▶ **What the task asks**: Within the material below, locate the line with "0,261px 0,445px 61px,469px" and the line with "166px,713px 179px,689px 266px,642px", then return those two lines and all lines between them, exactly as written.

▶ **Records shown**:
_ _ _
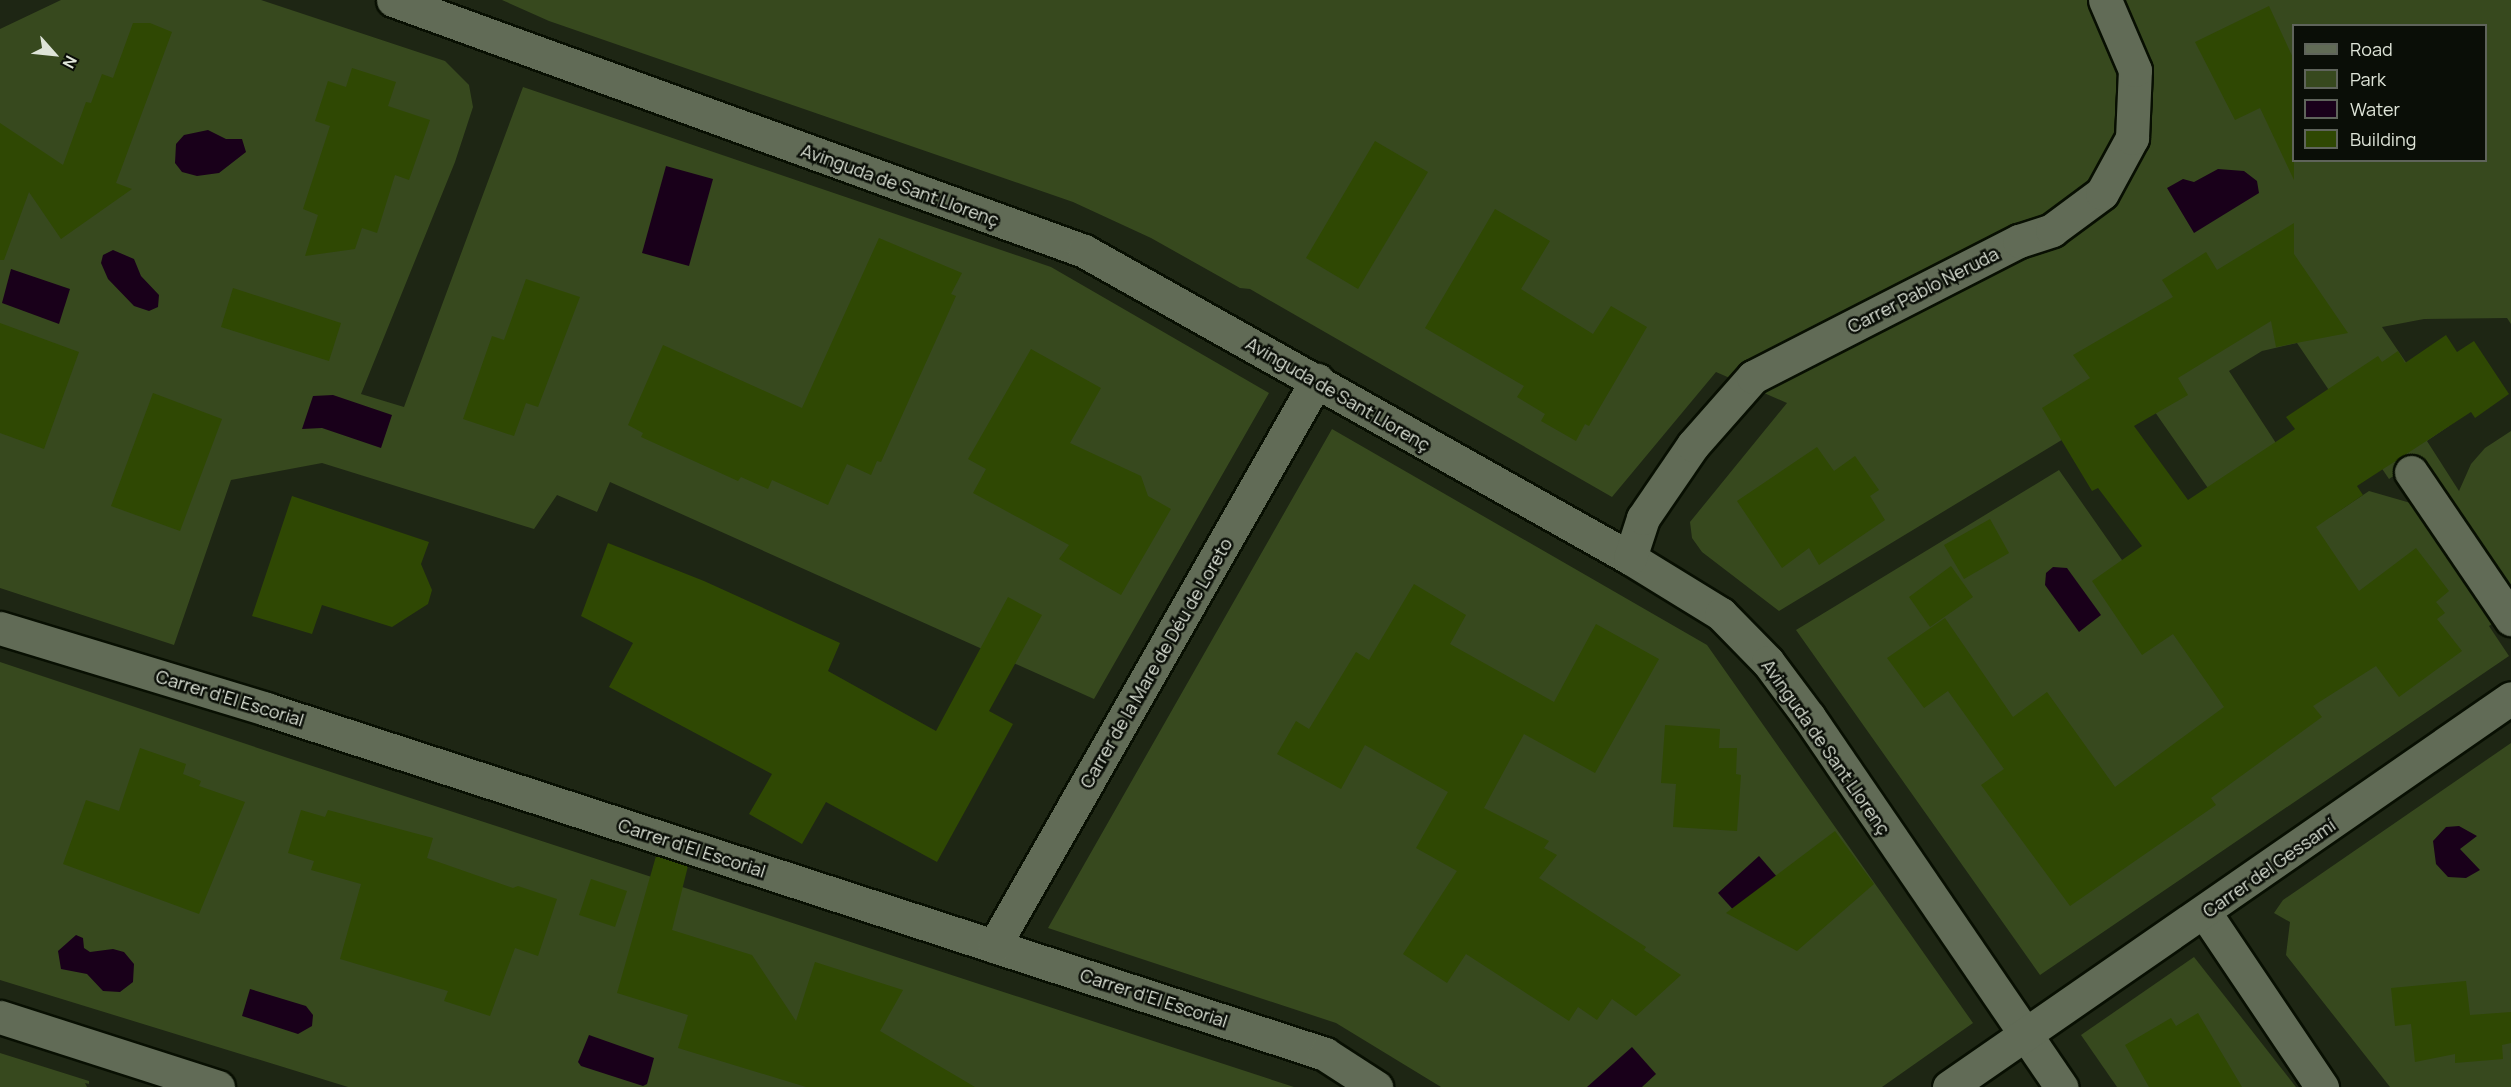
<!DOCTYPE html>
<html>
<head>
<meta charset="utf-8">
<style>
  body { margin:0 }
  #map { position:relative; width:2511px; height:1087px; overflow:hidden; background:#1e2614; font-family:Manrope,sans-serif }
  div>[style] { position:absolute }
  [style*='--x'] { left:calc(var(--x)*1px); top:calc(var(--y)*1px); width:calc(var(--w)*1px); rotate:calc(var(--a)*1deg) }
  .green>* { inset:0; background:#37491e }
  .water>* { inset:0; background:#19001a }
  .building>* { inset:0; background:#2f4803 }
  .roads { filter:drop-shadow(2px 0 #080f02) drop-shadow(-2px 0 #080f02) drop-shadow(0 2px #080f02) drop-shadow(0 -2px #080f02) }
  .minor>* { height:33px; margin:-16.5px; padding:0 16.5px; transform-origin:16.5px; border-radius:16.5px; background:#616b56 }
  span { translate:-50% -50%; white-space:nowrap; text-align:center; line-height:1.15; -webkit-text-stroke:5px #0a0e07; paint-order:stroke }
  .street-label { font-size:18px; color:#dee4d8 }
  .legend { position:absolute; left:2292px; top:24px; width:195px; height:138px; box-sizing:border-box; background:#0a0e07; border:2px solid #5f645b; margin:0; padding:8px 10px; list-style:none; font-size:18px; color:#dee4d8 }
  .legend li { display:flex; align-items:center; gap:12px; height:30px }
  .legend b { width:30px; border:2px solid #5f645b }
  .north { position:absolute; left:24px; top:24px; width:60px; height:60px; -webkit-text-stroke:4px #0a0e07; paint-order:stroke; rotate:117deg; font-size:16px; font-weight:700; line-height:24px; text-align:center; color:#dee4d8 }
  .north::after { content:''; display:block; margin:auto; width:21px; height:27px; background:#dee4d8; clip-path:polygon(50% 0,100% 100%,50% 72%,0 100%) }
</style>
</head>
<body>
<div id="map">
  <div class="green">
    <i style="clip-path:polygon(61px 0,261px 0,445px 61px,469px 85px,473px 107px,455px 162px,361px 394px,404px 407px,523px 87px,1051px 267px,1269px 393px,1094px 699px,610px 482px,597px 512px,557px 495px,534px 529px,322px 463px,231px 480px,174px 645px,0 588px,0 29px)"></i>
    <i style="clip-path:polygon(evenodd,502px 0,2511px 0,2511px 324px,2507px 318px,2424px 319px,2382px 327px,2449px 426px,2427px 441px,2459px 491px,2471px 464px,2485px 448px,2511px 431px,2511px 600px,2411px 464px,2389px 479px,2297px 343px,2262px 351px,2229px 371px,2287px 460px,2330px 517px,2369px 491px,2428px 508px,2501px 618px,2489px 626px,2509px 656px,2040px 975px,1796px 630px,2059px 470px,2122px 560px,2265px 570px,2141px 392px,1779px 611px,1702px 552px,1692px 538px,1690px 522px,1787px 403px,1716px 372px,1612px 497px,1250px 289px,1240px 288px,1151px 238px,1073px 202px,549px 21px,502px 0,2294px 26px,2486px 26px,2486px 160px,2294px 160px,2294px 26px)"></i>
    <i style="clip-path:polygon(1332px 429px,1707px 645px,1973px 1023px,1882px 1087px,1441px 1087px,1336px 1023px,1048px 928px)"></i>
    <i style="clip-path:polygon(0 662px,291px 759px,1294px 1087px,348px 1087px,0 980px)"></i>
    <i style="clip-path:polygon(2511px 743px,2511px 1087px,2390px 1087px,2286px 955px,2290px 922px,2274px 913px,2283px 900px)"></i>
    <i style="clip-path:polygon(2194px 957px,2296px 1087px,2117px 1087px,2081px 1035px)"></i>
    <i style="clip-path:polygon(0 1053px,89px 1081px,89px 1084px,85px 1083px,87px 1087px,0 1087px)"></i>
  </div>
  <div class="water">
    <i style="clip-path:polygon(208px 130px,226px 139px,242px 139px,246px 152px,219px 173px,197px 176px,182px 172px,175px 163px,176px 144px,184px 135px)"></i>
    <i style="clip-path:polygon(666px 166px,713px 179px,689px 266px,642px 253px)"></i>
    <i style="clip-path:polygon(2218px 169px,2244px 171px,2257px 181px,2259px 193px,2194px 233px,2167px 188px,2183px 179px,2194px 182px)"></i>
    <i style="clip-path:polygon(113px 250px,134px 259px,141px 276px,159px 295px,158px 307px,149px 311px,134px 306px,108px 279px,101px 263px,103px 255px)"></i>
    <i style="clip-path:polygon(11px 269px,70px 289px,59px 324px,2px 303px)"></i>
    <i style="clip-path:polygon(333px 395px,392px 415px,381px 448px,322px 428px,302px 429px,313px 396px)"></i>
    <i style="clip-path:polygon(2053px 567px,2067px 568px,2101px 615px,2079px 632px,2045px 585px,2046px 573px)"></i>
    <i style="clip-path:polygon(2459px 826px,2477px 836px,2460px 849px,2480px 870px,2466px 878px,2448px 877px,2436px 864px,2433px 841px,2446px 827px)"></i>
    <i style="clip-path:polygon(1759px 856px,1778px 878px,1738px 915px,1718px 893px)"></i>
    <i style="clip-path:polygon(76px 935px,83px 938px,84px 948px,90px 952px,113px 949px,124px 952px,134px 964px,133px 982px,120px 992px,103px 991px,87px 974px,61px 969px,58px 951px)"></i>
    <i style="clip-path:polygon(250px 989px,306px 1006px,313px 1015px,312px 1026px,298px 1034px,242px 1016px)"></i>
    <i style="clip-path:polygon(589px 1035px,654px 1058px,647px 1084px,643px 1086px,581px 1066px,578px 1062px)"></i>
    <i style="clip-path:polygon(1632px 1047px,1656px 1074px,1642px 1087px,1587px 1087px)"></i>
  </div>
  <div class="building">
    <i style="clip-path:polygon(2269px 6px,2294px 60px,2294px 180px,2260px 108px,2235px 120px,2195px 42px)"></i>
    <i style="clip-path:polygon(133px 23px,150px 23px,172px 32px,116px 183px,132px 189px,61px 239px,29px 192px,4px 260px,0 260px,0 123px,63px 165px,86px 102px,91px 103px,102px 74px,113px 78px)"></i>
    <i style="clip-path:polygon(352px 68px,396px 82px,388px 106px,430px 120px,409px 180px,395px 175px,377px 233px,362px 228px,355px 249px,305px 256px,318px 215px,303px 209px,330px 126px,315px 121px,328px 81px,346px 87px)"></i>
    <i style="clip-path:polygon(1375px 141px,1428px 172px,1358px 289px,1306px 258px)"></i>
    <i style="clip-path:polygon(1495px 209px,1550px 241px,1521px 289px,1593px 334px,1611px 306px,1647px 327px,1589px 426px,1585px 424px,1576px 441px,1541px 421px,1545px 414px,1517px 397px,1524px 386px,1425px 328px)"></i>
    <i style="clip-path:polygon(2294px 223px,2294px 254px,2348px 333px,2276px 347px,2271px 321px,2178px 378px,2188px 395px,2134px 426px,2188px 500px,2295px 429px,2286px 417px,2378px 356px,2382px 362px,2398px 351px,2405px 363px,2446px 335px,2457px 352px,2474px 341px,2509px 394px,2475px 418px,2471px 412px,2357px 486px,2363px 495px,2316px 527px,2359px 591px,2416px 548px,2449px 591px,2436px 602px,2445px 613px,2437px 619px,2462px 651px,2399px 697px,2376px 666px,2313px 706px,2322px 717px,2211px 798px,2216px 805px,2070px 906px,1981px 785px,2004px 769px,1948px 691px,1924px 708px,1887px 658px,1945px 618px,2013px 717px,2047px 692px,2115px 787px,2224px 707px,2173px 634px,2142px 655px,2092px 581px,2142px 546px,2098px 488px,2092px 491px,2042px 408px,2090px 378px,2073px 355px,2173px 297px,2162px 280px,2206px 252px,2217px 270px)"></i>
    <i style="clip-path:polygon(879px 238px,962px 273px,951px 294px,956px 296px,881px 462px,877px 461px,871px 475px,847px 464px,828px 505px,772px 480px,768px 489px,741px 477px,738px 481px,641px 437px,643px 433px,628px 425px,663px 345px,802px 408px)"></i>
    <i style="clip-path:polygon(526px 279px,580px 297px,538px 407px,526px 403px,514px 436px,463px 419px,492px 336px,504px 340px)"></i>
    <i style="clip-path:polygon(233px 288px,341px 323px,329px 361px,221px 327px)"></i>
    <i style="clip-path:polygon(0 323px,79px 352px,44px 449px,0 433px)"></i>
    <i style="clip-path:polygon(1031px 349px,1101px 388px,1070px 443px,1141px 476px,1148px 496px,1171px 509px,1121px 595px,1059px 559px,1069px 545px,973px 493px,986px 469px,968px 459px)"></i>
    <i style="clip-path:polygon(153px 393px,222px 419px,180px 531px,111px 506px)"></i>
    <i style="clip-path:polygon(1817px 447px,1834px 471px,1855px 456px,1879px 490px,1870px 496px,1885px 520px,1819px 565px,1809px 548px,1782px 568px,1737px 501px)"></i>
    <i style="clip-path:polygon(292px 496px,429px 542px,421px 564px,432px 590px,428px 604px,392px 627px,322px 605px,312px 634px,252px 616px)"></i>
    <i style="clip-path:polygon(1990px 519px,2009px 553px,1964px 579px,1944px 545px)"></i>
    <i style="clip-path:polygon(608px 543px,704px 581px,840px 643px,828px 671px,936px 731px,1008px 597px,1042px 615px,989px 711px,1013px 724px,937px 862px,826px 802px,802px 844px,749px 814px,772px 774px,609px 687px,633px 643px,581px 616px)"></i>
    <i style="clip-path:polygon(1951px 566px,1973px 597px,1930px 627px,1909px 597px)"></i>
    <i style="clip-path:polygon(1414px 584px,1466px 615px,1450px 644px,1554px 702px,1596px 624px,1659px 659px,1595px 773px,1524px 734px,1484px 808px,1549px 841px,1544px 848px,1557px 855px,1539px 878px,1646px 947px,1644px 950px,1681px 975px,1636px 1016px,1612px 999px,1597px 1020px,1578px 1007px,1569px 1021px,1466px 954px,1447px 983px,1403px 954px,1457px 871px,1416px 848px,1448px 792px,1365px 745px,1341px 789px,1277px 754px,1296px 721px,1309px 729px,1356px 652px,1369px 660px)"></i>
    <i style="clip-path:polygon(1665px 725px,1720px 729px,1719px 748px,1737px 748px,1736px 774px,1741px 775px,1737px 831px,1673px 827px,1676px 784px,1661px 783px)"></i>
    <i style="clip-path:polygon(140px 748px,186px 764px,183px 774px,201px 781px,199px 786px,245px 802px,199px 914px,63px 864px,86px 800px,119px 811px)"></i>
    <i style="clip-path:polygon(301px 810px,325px 817px,328px 810px,433px 838px,427px 858px,513px 888px,518px 886px,557px 899px,538px 956px,515px 948px,490px 1016px,444px 1001px,448px 991px,340px 959px,361px 884px,311px 870px,314px 861px,288px 853px)"></i>
    <i style="clip-path:polygon(1835px 831px,1874px 884px,1797px 951px,1726px 913px)"></i>
    <i style="clip-path:polygon(656px 856px,688px 866px,672px 930px,752px 955px,796px 1021px,815px 962px,903px 990px,880px 1031px,975px 1087px,806px 1087px,678px 1048px,688px 1015px,617px 993px)"></i>
    <i style="clip-path:polygon(591px 879px,627px 891px,615px 927px,579px 915px)"></i>
    <i style="clip-path:polygon(2466px 981px,2470px 1015px,2511px 1012px,2511px 1043px,2502px 1045px,2503px 1059px,2455px 1063px,2455px 1054px,2415px 1062px,2411px 1024px,2395px 1026px,2391px 988px)"></i>
    <i style="clip-path:polygon(2198px 1013px,2242px 1087px,2149px 1087px,2125px 1045px,2171px 1018px,2176px 1026px)"></i>
  </div>
  <div class="roads">
    <div class="minor">
      <i style="--x:393;--y:0;--w:735;--a:19.96"></i>
      <i style="--x:1084;--y:251;--w:626;--a:29.35"></i>
      <i style="--x:1630;--y:558;--w:107;--a:31.6"></i>
      <i style="--x:1721;--y:614;--w:67;--a:45.6"></i>
      <i style="--x:1768;--y:662;--w:69;--a:53.3"></i>
      <i style="--x:1809;--y:717;--w:448;--a:55.7"></i>
      <i style="--x:2411;--y:472;--w:178;--a:55.8"></i>
      <i style="--x:1630;--y:558;--w:42;--a:-72"></i>
      <i style="--x:1643;--y:518;--w:88;--a:-55.6"></i>
      <i style="--x:1693;--y:445;--w:91;--a:-48.6"></i>
      <i style="--x:1753;--y:377;--w:299;--a:-27.1"></i>
      <i style="--x:2019;--y:241;--w:35;--a:-18"></i>
      <i style="--x:2052;--y:230;--w:62;--a:-36.5"></i>
      <i style="--x:2102;--y:193;--w:63;--a:-61.4"></i>
      <i style="--x:2132;--y:138;--w:68;--a:-87.5"></i>
      <i style="--x:2135;--y:70;--w:76;--a:-113.2"></i>
      <i style="--x:0;--y:628;--w:278;--a:16.9"></i>
      <i style="--x:266;--y:709;--w:1114;--a:18.04"></i>
      <i style="--x:1325;--y:1054;--w:61;--a:32.9"></i>
      <i style="--x:2205;--y:913;--w:210;--a:56.1"></i>
      <i style="--x:994;--y:946;--w:652;--a:-60.29"></i>
      <i style="--x:0;--y:1017;--w:229;--a:17.8"></i>
      <i style="--x:1949;--y:1087;--w:683;--a:-34.69"></i>
    </div>
  </div>
  <div class="street-label">
    <span style="left:900px;top:185px;rotate:20deg">Avinguda de Sant Llorenç</span>
    <span style="left:1923px;top:290px;rotate:-27deg">Carrer Pablo Neruda</span>
    <span style="left:1338px;top:394px;rotate:30deg">Avinguda de Sant Llorenç</span>
    <span style="left:1156px;top:663px;rotate:-60deg">Carrer de la Mare de Déu de Loreto</span>
    <span style="left:230px;top:698px;rotate:17deg">Carrer d'El Escorial</span>
    <span style="left:1826px;top:747px;rotate:55deg">Avinguda de Sant Llorenç</span>
    <span style="left:692px;top:848px;rotate:18deg">Carrer d'El Escorial</span>
    <span style="left:2269px;top:868px;rotate:-35deg">Carrer del Gessamí</span>
    <span style="left:1154px;top:998px;rotate:18deg">Carrer d'El Escorial</span>
  </div>
  <ul class="legend">
  <li><b style="height:8px;background:#616b56"></b>Road</li>
  <li><b style="height:16px;background:#37491e"></b>Park</li>
  <li><b style="height:16px;background:#19001a"></b>Water</li>
  <li><b style="height:16px;background:#2f4803"></b>Building</li>
  </ul>
  <div class="north">N</div>
</div>
</body>
</html>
_ _ _
▶ **Solution to this problem**:
    <i style="clip-path:polygon(61px 0,261px 0,445px 61px,469px 85px,473px 107px,455px 162px,361px 394px,404px 407px,523px 87px,1051px 267px,1269px 393px,1094px 699px,610px 482px,597px 512px,557px 495px,534px 529px,322px 463px,231px 480px,174px 645px,0 588px,0 29px)"></i>
    <i style="clip-path:polygon(evenodd,502px 0,2511px 0,2511px 324px,2507px 318px,2424px 319px,2382px 327px,2449px 426px,2427px 441px,2459px 491px,2471px 464px,2485px 448px,2511px 431px,2511px 600px,2411px 464px,2389px 479px,2297px 343px,2262px 351px,2229px 371px,2287px 460px,2330px 517px,2369px 491px,2428px 508px,2501px 618px,2489px 626px,2509px 656px,2040px 975px,1796px 630px,2059px 470px,2122px 560px,2265px 570px,2141px 392px,1779px 611px,1702px 552px,1692px 538px,1690px 522px,1787px 403px,1716px 372px,1612px 497px,1250px 289px,1240px 288px,1151px 238px,1073px 202px,549px 21px,502px 0,2294px 26px,2486px 26px,2486px 160px,2294px 160px,2294px 26px)"></i>
    <i style="clip-path:polygon(1332px 429px,1707px 645px,1973px 1023px,1882px 1087px,1441px 1087px,1336px 1023px,1048px 928px)"></i>
    <i style="clip-path:polygon(0 662px,291px 759px,1294px 1087px,348px 1087px,0 980px)"></i>
    <i style="clip-path:polygon(2511px 743px,2511px 1087px,2390px 1087px,2286px 955px,2290px 922px,2274px 913px,2283px 900px)"></i>
    <i style="clip-path:polygon(2194px 957px,2296px 1087px,2117px 1087px,2081px 1035px)"></i>
    <i style="clip-path:polygon(0 1053px,89px 1081px,89px 1084px,85px 1083px,87px 1087px,0 1087px)"></i>
  </div>
  <div class="water">
    <i style="clip-path:polygon(208px 130px,226px 139px,242px 139px,246px 152px,219px 173px,197px 176px,182px 172px,175px 163px,176px 144px,184px 135px)"></i>
    <i style="clip-path:polygon(666px 166px,713px 179px,689px 266px,642px 253px)"></i>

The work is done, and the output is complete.